RECORDS PROVIDED ▸
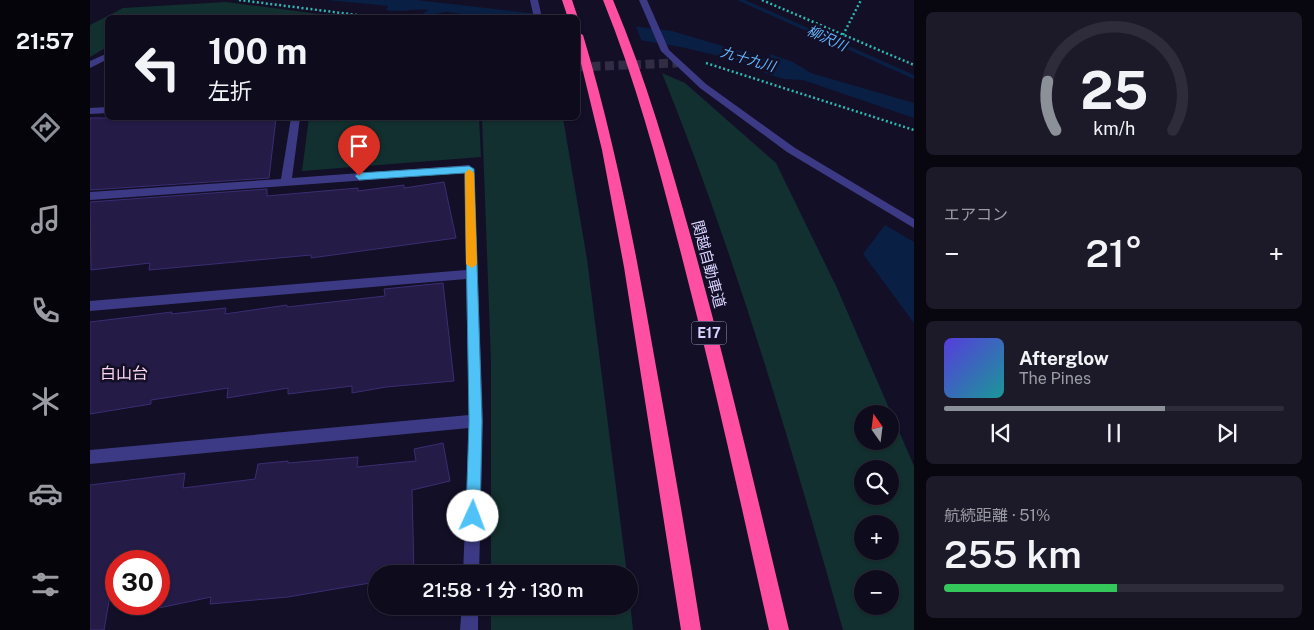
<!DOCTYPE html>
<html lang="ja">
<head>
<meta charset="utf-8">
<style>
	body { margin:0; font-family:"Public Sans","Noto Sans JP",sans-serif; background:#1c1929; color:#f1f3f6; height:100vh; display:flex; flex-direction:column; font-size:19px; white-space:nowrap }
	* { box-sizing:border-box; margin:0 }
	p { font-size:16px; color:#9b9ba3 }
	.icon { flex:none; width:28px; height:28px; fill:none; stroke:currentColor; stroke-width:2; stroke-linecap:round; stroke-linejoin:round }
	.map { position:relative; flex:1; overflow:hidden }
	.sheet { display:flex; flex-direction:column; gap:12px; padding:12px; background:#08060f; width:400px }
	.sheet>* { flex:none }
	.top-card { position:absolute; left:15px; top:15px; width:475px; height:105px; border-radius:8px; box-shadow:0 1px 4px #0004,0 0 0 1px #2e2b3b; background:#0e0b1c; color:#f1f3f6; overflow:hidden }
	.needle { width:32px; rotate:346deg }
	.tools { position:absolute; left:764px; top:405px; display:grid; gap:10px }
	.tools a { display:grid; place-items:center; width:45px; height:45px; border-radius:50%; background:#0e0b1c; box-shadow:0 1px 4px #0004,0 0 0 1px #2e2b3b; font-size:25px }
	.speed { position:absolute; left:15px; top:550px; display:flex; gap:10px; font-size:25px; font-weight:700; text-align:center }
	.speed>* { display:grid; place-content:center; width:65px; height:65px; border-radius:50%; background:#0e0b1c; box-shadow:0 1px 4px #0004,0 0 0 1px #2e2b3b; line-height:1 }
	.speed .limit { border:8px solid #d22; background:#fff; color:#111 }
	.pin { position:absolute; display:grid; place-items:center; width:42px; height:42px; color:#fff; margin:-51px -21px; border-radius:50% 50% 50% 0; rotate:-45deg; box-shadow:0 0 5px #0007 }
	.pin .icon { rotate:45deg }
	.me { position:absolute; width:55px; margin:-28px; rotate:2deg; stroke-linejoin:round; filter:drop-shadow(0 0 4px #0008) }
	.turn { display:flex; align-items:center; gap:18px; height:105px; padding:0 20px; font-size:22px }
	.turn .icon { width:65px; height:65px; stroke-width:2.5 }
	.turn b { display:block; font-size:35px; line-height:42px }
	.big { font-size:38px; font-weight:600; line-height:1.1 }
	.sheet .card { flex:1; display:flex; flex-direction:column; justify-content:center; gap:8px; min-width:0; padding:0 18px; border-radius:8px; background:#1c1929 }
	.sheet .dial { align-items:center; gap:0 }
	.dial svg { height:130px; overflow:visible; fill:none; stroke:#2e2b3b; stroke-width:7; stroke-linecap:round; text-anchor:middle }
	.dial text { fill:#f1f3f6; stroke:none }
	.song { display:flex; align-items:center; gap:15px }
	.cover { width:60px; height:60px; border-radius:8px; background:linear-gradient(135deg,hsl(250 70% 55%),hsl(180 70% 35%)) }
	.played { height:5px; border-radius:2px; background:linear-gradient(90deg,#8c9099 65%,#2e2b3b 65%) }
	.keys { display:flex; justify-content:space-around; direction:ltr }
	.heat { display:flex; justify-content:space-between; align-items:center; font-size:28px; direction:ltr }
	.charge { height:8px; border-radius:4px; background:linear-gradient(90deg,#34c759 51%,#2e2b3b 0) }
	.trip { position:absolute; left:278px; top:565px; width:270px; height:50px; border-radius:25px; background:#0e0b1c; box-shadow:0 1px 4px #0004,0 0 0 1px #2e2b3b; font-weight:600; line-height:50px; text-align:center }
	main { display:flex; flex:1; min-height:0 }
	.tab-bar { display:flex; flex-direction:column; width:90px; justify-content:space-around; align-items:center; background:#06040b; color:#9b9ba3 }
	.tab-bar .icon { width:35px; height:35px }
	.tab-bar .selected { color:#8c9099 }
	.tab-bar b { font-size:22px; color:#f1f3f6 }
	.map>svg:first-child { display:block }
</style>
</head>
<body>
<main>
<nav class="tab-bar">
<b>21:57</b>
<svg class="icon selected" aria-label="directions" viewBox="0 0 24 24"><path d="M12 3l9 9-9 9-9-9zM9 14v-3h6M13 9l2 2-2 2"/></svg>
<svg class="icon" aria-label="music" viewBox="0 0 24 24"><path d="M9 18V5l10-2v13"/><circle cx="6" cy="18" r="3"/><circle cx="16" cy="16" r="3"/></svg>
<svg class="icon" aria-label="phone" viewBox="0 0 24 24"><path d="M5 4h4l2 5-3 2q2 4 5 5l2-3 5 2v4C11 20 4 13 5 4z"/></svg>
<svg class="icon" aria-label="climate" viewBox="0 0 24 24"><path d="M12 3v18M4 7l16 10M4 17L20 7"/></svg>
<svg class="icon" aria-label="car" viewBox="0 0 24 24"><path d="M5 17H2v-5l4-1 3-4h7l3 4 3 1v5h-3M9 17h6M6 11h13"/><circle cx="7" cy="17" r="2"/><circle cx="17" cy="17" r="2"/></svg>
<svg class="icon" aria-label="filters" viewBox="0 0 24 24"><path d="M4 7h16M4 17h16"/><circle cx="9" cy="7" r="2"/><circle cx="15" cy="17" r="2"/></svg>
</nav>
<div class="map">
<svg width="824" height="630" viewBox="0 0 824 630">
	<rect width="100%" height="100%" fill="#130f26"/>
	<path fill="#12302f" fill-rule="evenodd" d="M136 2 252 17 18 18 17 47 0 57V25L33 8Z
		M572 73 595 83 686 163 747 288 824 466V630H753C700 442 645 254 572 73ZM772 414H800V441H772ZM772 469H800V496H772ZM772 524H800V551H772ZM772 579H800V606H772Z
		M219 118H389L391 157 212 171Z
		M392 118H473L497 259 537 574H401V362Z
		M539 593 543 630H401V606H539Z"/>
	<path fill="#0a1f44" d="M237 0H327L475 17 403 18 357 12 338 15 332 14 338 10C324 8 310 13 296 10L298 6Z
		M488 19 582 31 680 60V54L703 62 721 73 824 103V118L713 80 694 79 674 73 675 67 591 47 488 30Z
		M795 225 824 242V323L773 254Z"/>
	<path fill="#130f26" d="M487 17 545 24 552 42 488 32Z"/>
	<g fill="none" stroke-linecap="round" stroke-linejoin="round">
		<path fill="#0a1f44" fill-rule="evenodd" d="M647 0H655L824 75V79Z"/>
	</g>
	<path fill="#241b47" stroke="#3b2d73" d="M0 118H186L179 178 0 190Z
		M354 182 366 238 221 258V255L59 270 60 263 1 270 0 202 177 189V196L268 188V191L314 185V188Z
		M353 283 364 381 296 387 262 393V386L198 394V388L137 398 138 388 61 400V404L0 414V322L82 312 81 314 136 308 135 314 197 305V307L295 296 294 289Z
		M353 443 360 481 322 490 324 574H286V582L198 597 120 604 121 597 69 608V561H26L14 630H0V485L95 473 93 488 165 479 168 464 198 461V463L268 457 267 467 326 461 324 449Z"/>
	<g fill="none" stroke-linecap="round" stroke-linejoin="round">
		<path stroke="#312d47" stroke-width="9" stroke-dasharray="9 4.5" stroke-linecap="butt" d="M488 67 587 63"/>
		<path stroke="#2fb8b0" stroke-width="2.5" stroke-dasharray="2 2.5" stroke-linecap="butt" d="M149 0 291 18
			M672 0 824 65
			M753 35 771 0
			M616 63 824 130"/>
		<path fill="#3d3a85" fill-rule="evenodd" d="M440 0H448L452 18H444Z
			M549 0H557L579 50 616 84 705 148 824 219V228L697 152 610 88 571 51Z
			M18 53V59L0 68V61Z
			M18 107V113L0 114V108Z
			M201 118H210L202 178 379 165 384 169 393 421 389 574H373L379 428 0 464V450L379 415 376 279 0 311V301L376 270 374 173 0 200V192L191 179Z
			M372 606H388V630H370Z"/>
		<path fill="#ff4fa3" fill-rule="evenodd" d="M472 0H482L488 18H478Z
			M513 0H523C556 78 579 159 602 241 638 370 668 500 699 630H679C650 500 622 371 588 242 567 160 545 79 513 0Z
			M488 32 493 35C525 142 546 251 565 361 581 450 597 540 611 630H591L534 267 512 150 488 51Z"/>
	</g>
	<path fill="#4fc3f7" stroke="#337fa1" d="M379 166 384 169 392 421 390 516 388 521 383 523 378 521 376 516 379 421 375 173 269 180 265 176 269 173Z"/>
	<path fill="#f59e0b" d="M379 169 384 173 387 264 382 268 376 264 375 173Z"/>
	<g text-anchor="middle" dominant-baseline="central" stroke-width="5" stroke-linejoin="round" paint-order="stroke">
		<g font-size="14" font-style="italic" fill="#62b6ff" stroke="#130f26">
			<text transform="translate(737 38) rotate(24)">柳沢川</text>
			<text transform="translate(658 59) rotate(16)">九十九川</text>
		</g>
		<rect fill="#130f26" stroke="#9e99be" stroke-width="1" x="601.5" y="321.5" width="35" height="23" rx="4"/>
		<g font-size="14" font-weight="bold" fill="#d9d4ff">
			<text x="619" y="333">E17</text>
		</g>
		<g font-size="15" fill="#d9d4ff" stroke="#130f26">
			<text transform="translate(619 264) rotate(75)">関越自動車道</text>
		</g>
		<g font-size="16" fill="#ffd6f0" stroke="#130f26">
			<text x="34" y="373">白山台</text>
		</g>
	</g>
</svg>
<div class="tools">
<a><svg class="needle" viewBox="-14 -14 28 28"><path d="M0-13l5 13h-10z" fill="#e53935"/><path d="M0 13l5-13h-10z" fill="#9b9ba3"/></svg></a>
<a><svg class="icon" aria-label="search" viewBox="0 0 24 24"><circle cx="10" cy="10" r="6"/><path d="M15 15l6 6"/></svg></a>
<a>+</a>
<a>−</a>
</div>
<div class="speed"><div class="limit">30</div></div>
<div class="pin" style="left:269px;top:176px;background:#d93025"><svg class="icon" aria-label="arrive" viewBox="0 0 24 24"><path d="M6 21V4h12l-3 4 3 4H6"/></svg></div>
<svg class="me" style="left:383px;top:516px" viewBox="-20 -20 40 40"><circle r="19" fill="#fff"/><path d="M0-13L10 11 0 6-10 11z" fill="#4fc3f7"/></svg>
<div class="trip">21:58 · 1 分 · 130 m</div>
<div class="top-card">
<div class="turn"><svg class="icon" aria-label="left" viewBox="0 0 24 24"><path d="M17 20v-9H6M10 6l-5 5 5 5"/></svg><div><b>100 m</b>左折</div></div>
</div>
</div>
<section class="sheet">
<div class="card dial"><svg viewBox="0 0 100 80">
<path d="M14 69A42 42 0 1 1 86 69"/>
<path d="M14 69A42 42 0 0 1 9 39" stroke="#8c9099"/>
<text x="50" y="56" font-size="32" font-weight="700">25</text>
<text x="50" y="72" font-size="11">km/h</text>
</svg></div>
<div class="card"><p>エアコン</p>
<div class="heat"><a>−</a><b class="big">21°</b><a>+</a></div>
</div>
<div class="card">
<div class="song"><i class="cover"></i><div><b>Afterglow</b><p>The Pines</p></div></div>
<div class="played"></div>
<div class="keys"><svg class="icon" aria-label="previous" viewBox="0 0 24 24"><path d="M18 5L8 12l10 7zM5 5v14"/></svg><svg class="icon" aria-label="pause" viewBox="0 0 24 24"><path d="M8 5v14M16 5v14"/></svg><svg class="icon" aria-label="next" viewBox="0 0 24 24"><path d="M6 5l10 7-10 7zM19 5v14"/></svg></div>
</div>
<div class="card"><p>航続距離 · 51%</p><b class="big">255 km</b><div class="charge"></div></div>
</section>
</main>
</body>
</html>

INSTRUCTIONS TO FOLLOW ▸ Where the listing above has a line with "flex:1; display:flex; flex-direction:column;", start there, and output every line exactly through the line with "display:flex; justify-content:space-between; align-items:center;", which is also included.

OUTPUT FOR THIS TASK ▸
	.sheet .card { flex:1; display:flex; flex-direction:column; justify-content:center; gap:8px; min-width:0; padding:0 18px; border-radius:8px; background:#1c1929 }
	.sheet .dial { align-items:center; gap:0 }
	.dial svg { height:130px; overflow:visible; fill:none; stroke:#2e2b3b; stroke-width:7; stroke-linecap:round; text-anchor:middle }
	.dial text { fill:#f1f3f6; stroke:none }
	.song { display:flex; align-items:center; gap:15px }
	.cover { width:60px; height:60px; border-radius:8px; background:linear-gradient(135deg,hsl(250 70% 55%),hsl(180 70% 35%)) }
	.played { height:5px; border-radius:2px; background:linear-gradient(90deg,#8c9099 65%,#2e2b3b 65%) }
	.keys { display:flex; justify-content:space-around; direction:ltr }
	.heat { display:flex; justify-content:space-between; align-items:center; font-size:28px; direction:ltr }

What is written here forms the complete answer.